If $A$ is the matrix for a permutation that is a single cycle of size $m$, then the eigenvalues of $A$ are the $m$'th roots of unity, and $\det(I+A)$ is the product of $1+\omega$ over the $m$'th roots of unity, which is $0$ if $m$ is even and $2$ if $m$ is odd. Thus for a permutation that is a product of $r$ disjoint cycles, $\det(I+A) = 0$ if any of the cycles is odd, $2^r$ if they are all even.

For two permutation matrices $A$ and $B$ corresponding to permutations $\sigma$ and $\pi$, we have $\det(A+B) = \det(A) \det(I+A^{-1} B) = 0$ if $\sigma^{-1} \pi$ has any odd cycles, $2^r$ if $\sigma^{-1}\pi$ has only $r$ even cycles and $\sigma$ is even, $-2^r$ if $\sigma^{-1}\pi$ has only $r$ even cycles and $\sigma$ is odd.

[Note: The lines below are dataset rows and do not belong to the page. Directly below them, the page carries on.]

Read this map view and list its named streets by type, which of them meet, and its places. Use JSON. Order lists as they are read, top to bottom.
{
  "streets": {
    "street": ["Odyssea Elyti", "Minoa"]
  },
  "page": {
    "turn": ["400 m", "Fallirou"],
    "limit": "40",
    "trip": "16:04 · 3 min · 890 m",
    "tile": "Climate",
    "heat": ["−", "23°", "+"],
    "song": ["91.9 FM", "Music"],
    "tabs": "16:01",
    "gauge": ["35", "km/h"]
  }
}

Well, not an answer, but with probability $2/e$ the two permutations map some $i$ to the (same) $j,$ which means that both the determinant and the permanent of the difference is $0.$ Also with probability $2/e$ (not independent of the previous) $\sigma_1(i) = j, \sigma_2(j) = i,$ so again, both determinant and permanent are zero. So, the distributions will be highly atomic at $0,$ not sure about the rest of the distribution. In the sum case, in the second case ($\sigma_2^{-1} \sigma_1$ has a fixed point), the determinant is zero).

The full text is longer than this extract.